BUENOS AIRES, ARGENTINA — A young man selects produce displayed in wicker baskets at the Solidarity Economy Bonpland Market in Buenos Aires, Argentina’s capital. He picks up fruits and vegetables one by one and presses them softly. He smells each item and places the ones he likes in a big bag.
Some of the items he selects have little spots or bug marks.
The young man approaches the counter, ready to pay. He asks the seller to confirm that the produce is agroecological – that is, grown in accordance with the principles of ecology and sustainable agriculture.
“They do not have any chemicals,” says Norma Araujo, a farmer and vendor. “You may have noticed it by the small holes the leaves of this chard have. We watch them every day so the ants do not eat them. But still, they got ahead of us.”
Araujo used to be a homemaker in Florencio Varela, a city in Buenos Aires province, and didn’t know how to work the soil. Ten years ago, ready for a lifestyle change, she moved with her husband to the city’s countryside.
She works for the Agricultural Cooperative of Family Producers, growing natural food for the co-op’s farm animals. The 43 members of the co-op, a commercial organization, produce and sell vegetables, chickens, piglets, eggs and other agroecological food.
Araujo embraces cooperativism, she says. The co-op makes group decisions and sells its products without intermediaries. With the help of other co-op members, she has learned to work the soil and raise chickens.
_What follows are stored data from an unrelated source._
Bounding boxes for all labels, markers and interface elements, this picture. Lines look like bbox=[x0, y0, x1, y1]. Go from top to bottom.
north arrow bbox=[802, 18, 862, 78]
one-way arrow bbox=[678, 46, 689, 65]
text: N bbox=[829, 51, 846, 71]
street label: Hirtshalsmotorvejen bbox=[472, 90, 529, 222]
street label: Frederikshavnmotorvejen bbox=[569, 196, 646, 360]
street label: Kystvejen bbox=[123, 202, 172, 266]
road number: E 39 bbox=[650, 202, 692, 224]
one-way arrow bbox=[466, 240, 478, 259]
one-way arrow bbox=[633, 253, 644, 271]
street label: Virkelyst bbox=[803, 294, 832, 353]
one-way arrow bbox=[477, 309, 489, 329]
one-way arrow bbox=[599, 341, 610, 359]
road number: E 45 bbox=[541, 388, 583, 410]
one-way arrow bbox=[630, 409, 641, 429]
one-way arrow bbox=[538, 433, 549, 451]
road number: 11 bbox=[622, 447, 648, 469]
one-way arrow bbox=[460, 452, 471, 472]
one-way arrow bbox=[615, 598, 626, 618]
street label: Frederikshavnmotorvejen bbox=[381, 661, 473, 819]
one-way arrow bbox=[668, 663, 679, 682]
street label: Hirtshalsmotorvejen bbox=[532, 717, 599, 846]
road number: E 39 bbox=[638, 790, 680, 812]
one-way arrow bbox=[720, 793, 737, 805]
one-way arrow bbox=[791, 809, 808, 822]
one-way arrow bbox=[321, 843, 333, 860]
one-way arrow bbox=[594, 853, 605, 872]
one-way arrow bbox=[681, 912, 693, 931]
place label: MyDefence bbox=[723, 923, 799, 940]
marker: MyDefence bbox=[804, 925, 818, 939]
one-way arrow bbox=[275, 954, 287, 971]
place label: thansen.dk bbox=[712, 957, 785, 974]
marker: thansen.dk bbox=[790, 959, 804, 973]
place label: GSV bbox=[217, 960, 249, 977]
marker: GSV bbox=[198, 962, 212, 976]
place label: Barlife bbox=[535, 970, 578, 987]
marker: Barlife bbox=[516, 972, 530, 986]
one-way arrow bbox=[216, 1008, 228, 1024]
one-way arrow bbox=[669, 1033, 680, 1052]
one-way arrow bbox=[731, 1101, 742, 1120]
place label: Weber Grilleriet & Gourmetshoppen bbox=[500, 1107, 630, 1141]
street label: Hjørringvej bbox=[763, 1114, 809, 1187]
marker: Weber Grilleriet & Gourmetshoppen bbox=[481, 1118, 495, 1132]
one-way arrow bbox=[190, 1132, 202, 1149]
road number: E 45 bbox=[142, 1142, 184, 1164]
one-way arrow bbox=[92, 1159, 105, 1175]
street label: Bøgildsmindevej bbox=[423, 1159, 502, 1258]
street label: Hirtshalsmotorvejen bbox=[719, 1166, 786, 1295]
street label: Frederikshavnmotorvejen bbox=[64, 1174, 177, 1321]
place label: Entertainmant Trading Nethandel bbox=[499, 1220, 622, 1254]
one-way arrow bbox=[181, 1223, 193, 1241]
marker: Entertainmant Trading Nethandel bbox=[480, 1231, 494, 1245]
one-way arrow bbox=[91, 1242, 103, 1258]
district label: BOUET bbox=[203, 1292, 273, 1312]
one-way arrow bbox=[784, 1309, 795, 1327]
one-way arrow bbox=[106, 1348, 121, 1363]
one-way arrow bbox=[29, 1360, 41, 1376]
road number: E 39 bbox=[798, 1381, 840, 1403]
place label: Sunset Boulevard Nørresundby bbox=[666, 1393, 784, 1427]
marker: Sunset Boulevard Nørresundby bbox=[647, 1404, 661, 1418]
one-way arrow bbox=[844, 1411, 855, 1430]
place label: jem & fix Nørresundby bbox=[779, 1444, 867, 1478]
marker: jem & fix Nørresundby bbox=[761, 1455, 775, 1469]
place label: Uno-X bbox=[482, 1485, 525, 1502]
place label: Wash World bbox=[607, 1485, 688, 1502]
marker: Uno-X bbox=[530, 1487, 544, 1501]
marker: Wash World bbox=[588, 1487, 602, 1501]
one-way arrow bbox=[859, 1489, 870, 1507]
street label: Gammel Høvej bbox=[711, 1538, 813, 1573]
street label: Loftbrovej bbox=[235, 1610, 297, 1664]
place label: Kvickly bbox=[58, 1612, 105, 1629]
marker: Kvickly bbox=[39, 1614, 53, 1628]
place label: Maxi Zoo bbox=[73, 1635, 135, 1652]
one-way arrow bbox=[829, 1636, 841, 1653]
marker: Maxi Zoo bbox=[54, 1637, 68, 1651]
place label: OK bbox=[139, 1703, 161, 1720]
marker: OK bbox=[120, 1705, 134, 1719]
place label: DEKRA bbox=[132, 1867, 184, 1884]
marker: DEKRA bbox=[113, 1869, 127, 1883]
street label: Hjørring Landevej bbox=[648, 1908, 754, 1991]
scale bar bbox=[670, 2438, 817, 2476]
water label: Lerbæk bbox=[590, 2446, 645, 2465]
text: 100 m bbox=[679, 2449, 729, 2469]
Agroecological farmers view their gardens and orchards as holistic ecosystems and strive to preserve natural resources. In Argentina, many small-scale farmers use agroecological methods, which exclude the use of agrochemicals that produce greenhouse gases and cultivation techniques that cause soil erosion, to ensure their food supply and preserve the environment.
The Solidarity Economy Bonpland Market is one of 470 markets in Argentina that offer products from cooperatives that espouse agroecology, a farming approach that is becoming more common even though it requires more work – and produces less profit – than farming techniques that use industrial machines and chemical pesticides and fertilizers.
Because industrial-style food production systems contribute significantly to climate change, a shift to agroecological production systems is “urgently called for,” according to “The Transformative Potential of the Right to Food,” a report presented last January to the Human Rights Council of the U.N. General Assembly.
Agroecology benefits poor families by enabling them to produce their own food without depending on external supplies, according to the FAO.
About 11 percent of the world’s population is hungry, according to “The State of Food Insecurity in the World,” a 2014 report by the Food and Agriculture Organization of the United Nations.
Just under 6 percent of the world’s undernourished people live in Latin America and the Caribbean, according to 2011-2013 data from the FAO.
Just under 5 percent of the Argentine population is undernourished, according to the FAO. The prevalence of food inadequacy in Argentina rose from 5.4 percent in 1992 to 8.4 percent in 2013.
Over the same period, the prevalence of food inadequacy throughout Latin America and the Caribbean dropped from 21.8 percent to 14.1 percent.
Agroecology also reduces the risks that industrial farming poses to the environment.
Conventional farming uses chemical fertilizers and pesticides, most of which contain nitrogen, one of the main greenhouse gases; greenhouse gases cause global warming by trapping heat in the Earth’s atmosphere. It also includes the use of hybrid seeds; monoculture, the cultivation of a single crop on a plot of land; and an intense watering system that flushes nutrients out of soil and causes soil erosion.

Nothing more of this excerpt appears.